En l’espèce, l’exécution provisoire apparaissant compatible avec la nature de l’affaire, il n’y a pas lieu de l’écarter.
Sur les dépens
Les dépens seront employés en frais généraux de partage et répartis entre les parties à proportion de leur part.
PAR CES MOTIFS
Le juge aux affaires familiales du tribunal judiciaire de VERSAILLES, statuant publiquement, par décision contradictoire et susceptible d’appel, après débats non publics:
Ordonne l’ouverture des opérations de liquidation et de partage de l’indivision existant entre Monsieur [N] [Z] et Madame [Y] [U] ;
Renvoie les parties devant Maître [X] [Q], notaire à [Localité 8] (78), ainsi désignée pour y procéder, dans le cadre des dispositions des articles 1364 et suivants du Code de procédure civile, et selon ce qui aura été tranché dans le présent jugement ;
Commet le juge du cabinet 9 pour en surveiller le déroulement et dresser rapport en cas de difficulté ;
Dit qu’en cas d’empêchement, le notaire et le magistrat commis pourront être remplacés par simple ordonnance rendue sur requête ;
Autorise le notaire désigné à interroger FICOBA, FICOVIE, l’administration fiscale et tout organisme centralisant les informations relatives aux contrats d’assurance-vie, sans que le secret professionnel puisse lui être opposé ;
Dit qu’il appartiendra au notaire commis de préciser la consistance exacte de la masse à partager, de procéder, au besoin, à la constitution des lots pour leur répartition, et réaliser, en cas de besoin, leur tirage au sort;
Dit qu’à défaut de présentation d’un des copartageants le notaire pourra le mettre en demeure par acte extrajudiciaire de se faire représenter dans les formes et aux conditions prévues aux articles 841-1 du code civil et 1367 du code de procédure civile ;
Dit que le notaire dressera un état liquidatif, dans le délai d’un an suivant sa désignation;
Dit que le juge commis veillera au bon déroulement des opérations de partage et au respect du délai prévu à l’article 1369 du code de procédure civile, et qu’il pourra à cette fin, même d’office, adresser des injonctions aux parties ou au notaire commis, prononcer des astreintes et procéder au remplacement du notaire commis par le tribunal ;
Dit que si un acte de partage amiable est établi en cours de procédure, le notaire en informera le juge qui constatera la clôture de la procédure ;
Dit qu’en cas de désaccord des copartageants sur le projet d’acte liquidatif dressé par le notaire, ce dernier transmettra au juge commis un procès-verbal reprenant les dires respectifs des parties ainsi que le projet d’état liquidatif ;
Dit que le tribunal statuera sur les points de désaccords sur le fondement des articles 1374 à 1376 du code de procédure civile ;
Dit que Madame [Y] [U] est redevable envers l’indivision d’une indemnité d’occupation de 42 000 euros pour la période du 1er novembre 2017 au 30 novembre 2019 ;
Déboute Monsieur [N] [Z] de sa demande de dommages et intérêts sur le fondement de l’article 1241 du code civil ;
Déboute les parties de leurs demandes sur le fondement de l’article 700 du code de procédure civile ;
Rejette toute autre demande plus ample ou contraire ;
Ordonne le retrait du rôle et dit que l’affaire pourra être rappelée à tout moment à l’audience du juge commis à la diligence de ce dernier, du notaire désigné, des parties ou de leurs conseils;
Ordonne l’emploi des dépens en frais généraux de partage ;
Dit que la présente décision sera signifiée par Huissier de Justice par la partie la plus diligente, faute de quoi elle ne sera pas susceptible d’exécution forcée.

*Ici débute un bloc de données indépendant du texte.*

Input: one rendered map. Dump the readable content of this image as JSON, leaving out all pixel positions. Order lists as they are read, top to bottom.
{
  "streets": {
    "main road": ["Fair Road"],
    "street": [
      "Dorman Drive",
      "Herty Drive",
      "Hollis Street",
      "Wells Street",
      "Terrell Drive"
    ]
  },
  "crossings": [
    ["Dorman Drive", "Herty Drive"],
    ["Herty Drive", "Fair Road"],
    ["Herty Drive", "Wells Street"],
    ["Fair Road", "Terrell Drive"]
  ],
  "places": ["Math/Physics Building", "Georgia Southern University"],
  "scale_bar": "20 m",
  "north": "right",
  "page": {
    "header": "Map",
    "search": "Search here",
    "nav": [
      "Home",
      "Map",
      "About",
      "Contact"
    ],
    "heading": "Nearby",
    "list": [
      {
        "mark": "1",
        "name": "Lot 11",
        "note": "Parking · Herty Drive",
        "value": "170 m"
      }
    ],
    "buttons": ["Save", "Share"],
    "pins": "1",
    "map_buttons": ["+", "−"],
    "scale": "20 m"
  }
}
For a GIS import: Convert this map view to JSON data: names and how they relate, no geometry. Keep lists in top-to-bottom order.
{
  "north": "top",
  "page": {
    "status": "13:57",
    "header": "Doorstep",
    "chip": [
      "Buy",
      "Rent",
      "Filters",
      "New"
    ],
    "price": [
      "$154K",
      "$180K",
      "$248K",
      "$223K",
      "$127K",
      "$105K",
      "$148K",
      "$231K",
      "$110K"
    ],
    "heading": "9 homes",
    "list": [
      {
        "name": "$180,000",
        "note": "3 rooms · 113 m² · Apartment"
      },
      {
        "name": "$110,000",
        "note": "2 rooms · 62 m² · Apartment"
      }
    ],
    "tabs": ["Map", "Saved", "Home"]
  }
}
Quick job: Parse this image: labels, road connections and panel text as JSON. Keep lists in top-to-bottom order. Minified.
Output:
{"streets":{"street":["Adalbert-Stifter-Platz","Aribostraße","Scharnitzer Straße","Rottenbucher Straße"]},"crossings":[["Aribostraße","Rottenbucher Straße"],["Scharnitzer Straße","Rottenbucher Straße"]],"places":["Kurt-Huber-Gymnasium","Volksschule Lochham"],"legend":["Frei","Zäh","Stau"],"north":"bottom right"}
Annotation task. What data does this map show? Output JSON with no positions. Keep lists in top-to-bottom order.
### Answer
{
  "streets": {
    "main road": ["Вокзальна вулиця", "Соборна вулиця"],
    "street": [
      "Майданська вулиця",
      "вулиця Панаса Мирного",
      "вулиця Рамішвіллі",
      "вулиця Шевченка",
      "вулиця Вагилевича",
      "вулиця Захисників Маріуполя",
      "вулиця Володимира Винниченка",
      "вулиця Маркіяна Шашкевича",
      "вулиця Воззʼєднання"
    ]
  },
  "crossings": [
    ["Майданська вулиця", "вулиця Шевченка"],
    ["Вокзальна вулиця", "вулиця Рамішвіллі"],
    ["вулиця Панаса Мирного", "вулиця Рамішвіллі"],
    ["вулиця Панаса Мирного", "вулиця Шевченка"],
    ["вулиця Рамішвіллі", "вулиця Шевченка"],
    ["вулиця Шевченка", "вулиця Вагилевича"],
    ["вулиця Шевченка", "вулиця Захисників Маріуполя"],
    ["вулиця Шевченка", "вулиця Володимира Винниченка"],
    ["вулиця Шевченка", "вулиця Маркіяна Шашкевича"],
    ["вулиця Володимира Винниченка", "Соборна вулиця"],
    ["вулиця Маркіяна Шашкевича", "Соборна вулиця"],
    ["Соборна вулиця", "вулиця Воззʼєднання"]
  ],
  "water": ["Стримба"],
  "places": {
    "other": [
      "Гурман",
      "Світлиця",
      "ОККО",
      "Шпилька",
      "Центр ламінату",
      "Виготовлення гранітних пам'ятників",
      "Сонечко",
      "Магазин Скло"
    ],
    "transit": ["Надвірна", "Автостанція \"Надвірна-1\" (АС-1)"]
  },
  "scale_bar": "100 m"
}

Dit que la présente décision sera susceptible d’appel dans le mois de la signification par voie d’Huissier, et ce, auprès du Greffe de la Cour d’Appel de Versailles.
Prononcé par mise à disposition au greffe le 20 Février 2026 par Madame Virginie KLOTZ, Juge délégué aux Affaires Familiales, assistée de Madame Aliénor BONNASSE, Greffier présent lors du prononcé, lesquelles ont signé la minute du présent jugement.